We wash our hands more, we wear masks, we stay home, we do family Zoom meetings, we send packages in the mail to loved ones we wish we could see in person. We stand further apart, we ask more questions, we decline more invitations. We become accustomed to the phrase, “we’ll have to wait and see.”

So dear friends, dear teachers, dear parents, dear students, I’m sorry that this is where we find ourselves, but alas, here we are. So, since we’re all in this together, can we find inside ourselves, under the hum of uncertainty, a way to extend a virtual hand of support — a cheering on, a forgiving smile, a gracious response? Can we find a way to see one another’s uncertainty with understanding and compassion? Can we hear one another’s worries, share our frustrations, and commit to being kind to one another in the midst of uncertainty?

Can we, as teachers, be patient with one another as we learn all the things, even if the fog of our Covid brains requires us to hear the instructions multiple times? Can we be gentle with our students who may not know how to submit an assignment online, answer an email, or right click on a hyperlink?

Can we, as parents, be supportive of our teachers and administrators who are trying very hard to meet the educational, social, and safety needs of our children and their teachers? Can we be respectful with our questions, offer our assistance, and send a note of encouragement? Can we remember that our kids are managing uncertainty, too, and that they may not always regulate their anxiety, their fears, their frustration, their anger? Can we give them an extra measure of grace as they navigate the “wait and see”?
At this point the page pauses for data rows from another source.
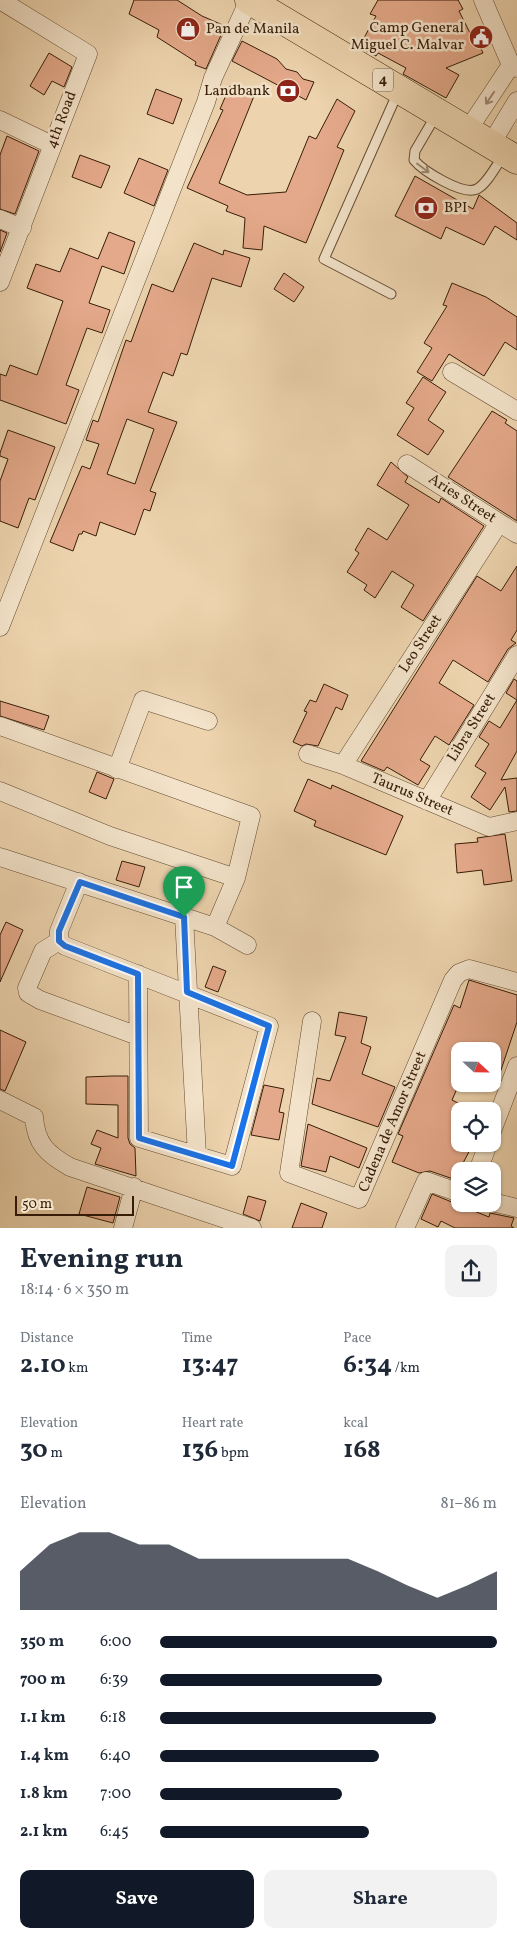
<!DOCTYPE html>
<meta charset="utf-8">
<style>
:root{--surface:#fff;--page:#f2f2f3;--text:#1f2937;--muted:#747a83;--accent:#111827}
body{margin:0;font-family:Vollkorn,serif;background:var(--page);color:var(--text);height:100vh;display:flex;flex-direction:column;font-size:19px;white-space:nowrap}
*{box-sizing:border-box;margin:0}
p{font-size:16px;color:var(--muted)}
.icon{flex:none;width:28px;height:28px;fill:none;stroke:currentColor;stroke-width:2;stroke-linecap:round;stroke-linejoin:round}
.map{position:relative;height:1228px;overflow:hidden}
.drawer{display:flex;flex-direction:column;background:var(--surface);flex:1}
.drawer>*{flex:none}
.needle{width:32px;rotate:112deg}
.fabs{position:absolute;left:451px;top:1042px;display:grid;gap:10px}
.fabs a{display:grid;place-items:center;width:50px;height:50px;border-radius:10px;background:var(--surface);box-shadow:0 1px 4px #0004;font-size:25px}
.scale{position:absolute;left:15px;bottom:12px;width:119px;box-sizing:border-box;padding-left:5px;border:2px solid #371d08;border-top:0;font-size:14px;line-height:18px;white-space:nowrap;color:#371d08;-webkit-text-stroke:4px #f3e3ca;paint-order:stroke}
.pin{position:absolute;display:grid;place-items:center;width:42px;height:42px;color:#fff;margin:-51px -21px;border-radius:50% 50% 50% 0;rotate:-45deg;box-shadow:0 0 5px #0007}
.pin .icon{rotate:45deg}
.round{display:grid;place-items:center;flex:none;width:52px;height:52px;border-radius:10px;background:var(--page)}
.summary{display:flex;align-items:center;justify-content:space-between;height:85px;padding:0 20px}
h1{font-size:28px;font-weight:700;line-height:38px}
.figures{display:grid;grid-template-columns:repeat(3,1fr);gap:8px;height:85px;padding:5px 20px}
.figures div{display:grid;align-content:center}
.figures b{font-size:25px;font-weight:700}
.figures small{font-size:14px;font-weight:400}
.figures p{font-size:14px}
.chart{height:140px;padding:10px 20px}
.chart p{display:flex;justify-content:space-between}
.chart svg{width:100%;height:90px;margin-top:5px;fill:var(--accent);opacity:.7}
.cta{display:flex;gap:10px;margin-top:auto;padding:10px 20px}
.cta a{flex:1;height:58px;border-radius:10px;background:var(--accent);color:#fff;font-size:20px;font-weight:700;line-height:58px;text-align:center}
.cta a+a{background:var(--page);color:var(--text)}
ul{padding:0 20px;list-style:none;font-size:16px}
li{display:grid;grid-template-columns:80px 60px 1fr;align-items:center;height:38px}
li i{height:12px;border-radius:6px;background:var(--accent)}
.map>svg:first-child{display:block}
.building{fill:#e4a98a;stroke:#371d08;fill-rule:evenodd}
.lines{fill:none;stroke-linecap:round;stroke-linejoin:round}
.lane-casing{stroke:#644b32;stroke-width:11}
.street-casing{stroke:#644b32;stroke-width:19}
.primary-casing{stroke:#371d08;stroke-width:29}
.lane{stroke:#f3e3ca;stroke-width:9}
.street{stroke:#f3e3ca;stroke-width:18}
.primary{stroke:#edd4ae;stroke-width:28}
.oneway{stroke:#9e8a73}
.route-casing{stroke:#fff;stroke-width:10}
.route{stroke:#1a73e8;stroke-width:6}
.labels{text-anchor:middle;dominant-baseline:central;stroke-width:5;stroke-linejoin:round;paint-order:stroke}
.shield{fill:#f3e3ca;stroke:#6f5842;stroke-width:1}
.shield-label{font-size:14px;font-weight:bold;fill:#371d08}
.poi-label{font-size:15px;fill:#371d08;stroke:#f3e3ca;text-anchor:end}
.street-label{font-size:15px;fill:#371d08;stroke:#f3e3ca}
</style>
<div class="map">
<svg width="517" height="1228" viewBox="0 0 517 1228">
<rect width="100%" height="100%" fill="#edd4ae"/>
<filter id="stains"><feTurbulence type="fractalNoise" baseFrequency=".004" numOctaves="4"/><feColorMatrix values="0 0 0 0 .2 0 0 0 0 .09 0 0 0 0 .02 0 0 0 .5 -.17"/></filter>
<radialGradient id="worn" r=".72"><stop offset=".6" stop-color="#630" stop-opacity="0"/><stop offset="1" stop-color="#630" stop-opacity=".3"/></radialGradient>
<path class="building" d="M134,0h43l25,16 23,10 -19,43 -11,-4 1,-3 -39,-25 2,-7 -30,-16z
M378,0h80l5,9 -4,2 15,30 3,-1 6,13 -37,15 13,7 -13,23 -43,-24 3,-6 -28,-15 -2,3 -17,-9 17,-31 -6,-2z
M242,41l35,18 9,10 11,3 6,7 11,3 -8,18 -74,-39z
M49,53l23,14 -8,20 -12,-6 -8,14 -14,-9z
M230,86l24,10 -35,87 28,12 39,-3 23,-56 7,3 21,-40 18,12 -18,36 7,3 -38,93 -42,-17 -2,24 -19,-2 2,-30 -19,-7 2,-5 -41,-18 36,-78 -3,-1z
M156,89l26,10 -9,25 -26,-10z
M7,136l32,15 -24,63 -15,-5v-54z
M80,155l30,11 -9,22 -29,-11z
M139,158l29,12 -14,36 -30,-13z
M415,176l58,33 6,-14 38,28v17l-22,-14 -11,19 -38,-18 -5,12 -46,-23z
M0,230l7,3 -7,19z
M109,232l26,10 -11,32 -22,-8 -13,37 21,7 -8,23 -15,-5 -21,57 13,5 -13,34 -66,-24v-26l6,2 4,-11 27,10 26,-74 -36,-13 9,-24 24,8 10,-24 28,11z
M194,243l29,12 1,-5 26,8 -9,29 -29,-9 -25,77 -6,-2 -8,23 -10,-4 -15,40 29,10 -27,69 6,2 -6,18 -6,-2 -9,26 -35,-13 -4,14 -13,-5 -1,3h-3l-6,17 -23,-9 32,-76 8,3 9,-25 -13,-4 7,-20 5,2 28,-82 5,2 21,-58 21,8zM127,419l27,10 -19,55 -28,-10z
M284,273l20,14 -10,15 -20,-13z
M452,283l34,14 31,20v33l-12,-8 -21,34 -35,-22 -17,27 -15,-9 15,-24 -8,-5 23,-37 -4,-1z
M423,377l23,15 -18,28 16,11 -16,24 -31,-20 17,-27 -8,-5z
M492,411l15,9 -2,3 12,8v90l-69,-44z
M8,430l47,17 -20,53 -6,-2 -11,30 -18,-7v-40l8,-22 -8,-3v-3z
M391,462l17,15 -3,5 34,21 2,-5 43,28 -61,95 -22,-14 13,-22 -22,-14 -17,27 -11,-8 3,-5 -20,-13 12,-19 -4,-3 13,-22 19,12 22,-35 -32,-20z
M517,566v64l-6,10 5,3 -8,6 -20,33 -35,-22 -14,23 35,22 -25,40 -14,-9 -15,24 10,6 -12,19 -31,-18 -3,4 -23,-10 116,-185 24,15z
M514,679l3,2v70l-16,29 16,-2v33l-8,1 -4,-25 -15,23 -19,-13 15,-24 -11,-7 14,-22 -10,-7 10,-16 11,7 17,-28 -11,-7z
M324,684l24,11 -6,15 -6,-3 -18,39 -12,-2 -4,2 -9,-4 14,-30 -3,-1 6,-11 6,2z
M0,701l49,15 -5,14 -44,-14z
M97,772l17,7 -8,20 -17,-7z
M308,779l23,10 1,-4 71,31 -17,39 -72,-29 2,-5 -22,-10z
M505,834l7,47 -28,4 -2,-15 -25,3 -2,-29 23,-2 -1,-4z
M122,861l23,6 -6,20 -23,-7z
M6,922l17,8 -23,52v-47z
M213,966l13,5 -8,21 -13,-5z
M469,980l48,15v27l-22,66h-3v-37h-32v31l-8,18 8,4v40h13l-11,21 3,1 -2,5h-3l-1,10 -29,-10 -11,2 -27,-11 11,-26 -5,-2 56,-129 6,3z
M339,1012l28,5 -6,26 10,4 -9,27 33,13 -17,40 -66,-23 5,-26 13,3 16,-44 -11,-2z
M0,1030l26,12 -21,49 -5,-2z
M112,1076h16v62l2,6 5,4 1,28 -41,-12 6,-16 -10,-4 6,-14 21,8v-33l-32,-1v-27z
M264,1085l20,4 -5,23 5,1 -5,27 -28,-5z
M308,1124l59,24 -8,20 -29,-12 -4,16 -25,-6z
M87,1187l33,10 -7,26 -34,-9z
M432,1194l57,23 1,-4 24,5 -3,8 3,2h-59l-14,-7 -3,6 -17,-8z
M248,1196l18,5 -6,20 -17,-7z
M301,1203l26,10 -5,15h-30z"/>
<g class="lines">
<g class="lane-casing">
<path id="lane" d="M436,115l-21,36 -1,9c9,11 49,36 63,29 11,-6 19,-24 27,-34
M391,294l-67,-35 74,-167"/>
</g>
<g class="street-casing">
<path id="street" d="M483,0l28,65 6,3
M0,120l52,25
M468,130l43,-65
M491,144l26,-43
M0,219l22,9
M0,282l88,-228 -88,-54
M452,372l65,39
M407,464l110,70
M0,627l206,-525 7,-24 36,-78
M0,726l251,90 -15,62 -21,49
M308,754l35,11 146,62 28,-6
M343,765l156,-242
M117,769l26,-69 65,21
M0,791l110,45 126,42
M427,801l90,-146
M0,857l215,70 32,18
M79,882l-20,49v10l6,5 204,80 -37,140 -93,-28 -1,-164
M184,917l13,238
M59,941l-16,10 -16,37 1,5 12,7 98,36
M312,1021l-23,152 70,26 94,-219 6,-7 10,-4 48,13
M0,1100l34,17c2,27 13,37 36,50l182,61
M492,1131l25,-65
M478,1171l10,-27
M492,1202l25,6
M123,1228l11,-41
M405,1228l21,-47 34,12"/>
</g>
<g class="primary-casing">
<path id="primary" d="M249,0l268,160"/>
</g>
<use href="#lane" class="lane"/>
<use href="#street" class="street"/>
<use href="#primary" class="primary"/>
</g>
<defs><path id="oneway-shaft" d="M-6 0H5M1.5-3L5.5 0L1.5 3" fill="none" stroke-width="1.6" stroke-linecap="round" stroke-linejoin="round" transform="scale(1.25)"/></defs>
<g class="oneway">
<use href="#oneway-shaft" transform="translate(490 98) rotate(124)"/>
<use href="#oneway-shaft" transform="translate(423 168) rotate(37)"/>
</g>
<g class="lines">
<g class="route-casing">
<path id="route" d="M80,882l104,35 3,75 82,34 -37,140 -93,-28 -1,-164 -73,-28 -6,-5v-10z"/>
</g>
<use href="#route" class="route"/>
</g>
<defs>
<g id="shop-disc" transform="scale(1.25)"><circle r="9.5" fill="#8f2418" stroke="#f3e3ca"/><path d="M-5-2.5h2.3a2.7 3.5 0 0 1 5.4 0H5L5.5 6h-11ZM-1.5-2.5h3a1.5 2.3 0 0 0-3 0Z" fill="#fff"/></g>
<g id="civic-disc" transform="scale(1.25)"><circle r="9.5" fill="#8f2418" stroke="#f3e3ca"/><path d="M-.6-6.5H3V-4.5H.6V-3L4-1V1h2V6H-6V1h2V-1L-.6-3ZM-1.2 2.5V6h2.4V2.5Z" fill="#fff"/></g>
<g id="bank-disc" transform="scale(1.25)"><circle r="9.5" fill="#8f2418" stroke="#f3e3ca"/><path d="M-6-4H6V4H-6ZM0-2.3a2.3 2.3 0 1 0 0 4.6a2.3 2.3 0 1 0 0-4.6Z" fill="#fff"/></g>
</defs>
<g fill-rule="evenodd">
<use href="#shop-disc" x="188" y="29"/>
<use href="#civic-disc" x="481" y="37"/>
<use href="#bank-disc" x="288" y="91"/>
<use href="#bank-disc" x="426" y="208"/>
</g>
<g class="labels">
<rect class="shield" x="373" y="68.5" width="20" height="23" rx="4"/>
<g class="shield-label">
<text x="383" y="80">4</text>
</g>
<g class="poi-label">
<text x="464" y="28">Camp General<tspan x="464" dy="17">Miguel C. Malvar</tspan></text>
<text x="206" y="29" text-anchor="start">Pan de Manila</text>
<text x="270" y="91">Landbank</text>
<text x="444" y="208" text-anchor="start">BPI</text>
</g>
<g class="street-label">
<text transform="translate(62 120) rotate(-69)">4th Road</text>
<text transform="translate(462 499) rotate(33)">Aries Street</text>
<text transform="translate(421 644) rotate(-57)">Leo Street</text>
<text transform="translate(472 728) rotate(-58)">Libra Street</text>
<text transform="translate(412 795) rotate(23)">Taurus Street</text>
<text transform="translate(393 1122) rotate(-67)">Cadena de Amor Street</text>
</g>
</g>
<rect width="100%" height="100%" filter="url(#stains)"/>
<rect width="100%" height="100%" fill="url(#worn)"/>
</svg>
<div class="fabs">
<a><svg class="needle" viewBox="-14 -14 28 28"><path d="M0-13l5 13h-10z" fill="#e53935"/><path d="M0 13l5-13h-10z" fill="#747a83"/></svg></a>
<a><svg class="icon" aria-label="locate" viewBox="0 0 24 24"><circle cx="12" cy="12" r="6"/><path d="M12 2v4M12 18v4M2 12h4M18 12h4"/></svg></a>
<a><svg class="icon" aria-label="layers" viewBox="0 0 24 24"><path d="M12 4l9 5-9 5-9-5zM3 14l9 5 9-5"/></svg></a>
</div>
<div class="scale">50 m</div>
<div class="pin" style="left:184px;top:917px;background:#1e9e55"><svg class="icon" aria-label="arrive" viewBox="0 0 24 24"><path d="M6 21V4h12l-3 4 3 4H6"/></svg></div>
</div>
<section class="drawer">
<div class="summary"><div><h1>Evening run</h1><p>18:14 · 6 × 350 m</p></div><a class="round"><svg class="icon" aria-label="share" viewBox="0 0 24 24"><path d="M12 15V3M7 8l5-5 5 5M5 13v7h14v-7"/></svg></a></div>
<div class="figures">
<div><p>Distance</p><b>2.10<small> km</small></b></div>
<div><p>Time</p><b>13:47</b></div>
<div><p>Pace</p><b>6:34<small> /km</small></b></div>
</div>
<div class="figures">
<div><p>Elevation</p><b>30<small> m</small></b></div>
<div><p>Heart rate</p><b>136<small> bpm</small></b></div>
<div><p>kcal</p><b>168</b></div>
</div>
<div class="chart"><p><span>Elevation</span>81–86 m</p>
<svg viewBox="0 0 160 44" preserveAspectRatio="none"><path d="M0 44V25L10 12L20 6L30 6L40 12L50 12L60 19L70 19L80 19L90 19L100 19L110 19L120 25L130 32L140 38L150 32L160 25V44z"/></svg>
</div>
<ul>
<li><b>350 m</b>6:00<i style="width:100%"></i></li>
<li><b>700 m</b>6:39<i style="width:66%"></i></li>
<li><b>1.1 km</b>6:18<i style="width:82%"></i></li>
<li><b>1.4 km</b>6:40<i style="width:65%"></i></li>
<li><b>1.8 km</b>7:00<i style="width:54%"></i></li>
<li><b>2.1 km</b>6:45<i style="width:62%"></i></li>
</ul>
<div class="cta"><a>Save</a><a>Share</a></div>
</section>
Can we, as students, show up and do our best to attend to our teachers and let them know when we are getting lost or don’t know what to do next? Can we be patient when the technology doesn’t work right, when our teachers seem flustered, and when our parents are at their wits’ end? Can we try to communicate when we ourselves are at our wits’ end?

It’s gonna take all of us doing our best, assuming the best, and overlooking the less-than-best. We’re doing a lot here — trying to focus on the tasks in front of us while trying to drown out that insufferable hum of uncertainty. If we have any hope of success, it’s gonna be because we all leaned in to the uncertainty, saw it for what it is, and accepted the fact that we’ll have to do what we can and wait and see.

We can do this — together — we can do this.

Be kind to one another, forgiving one another, even as God for Christ’s sake has forgiven you.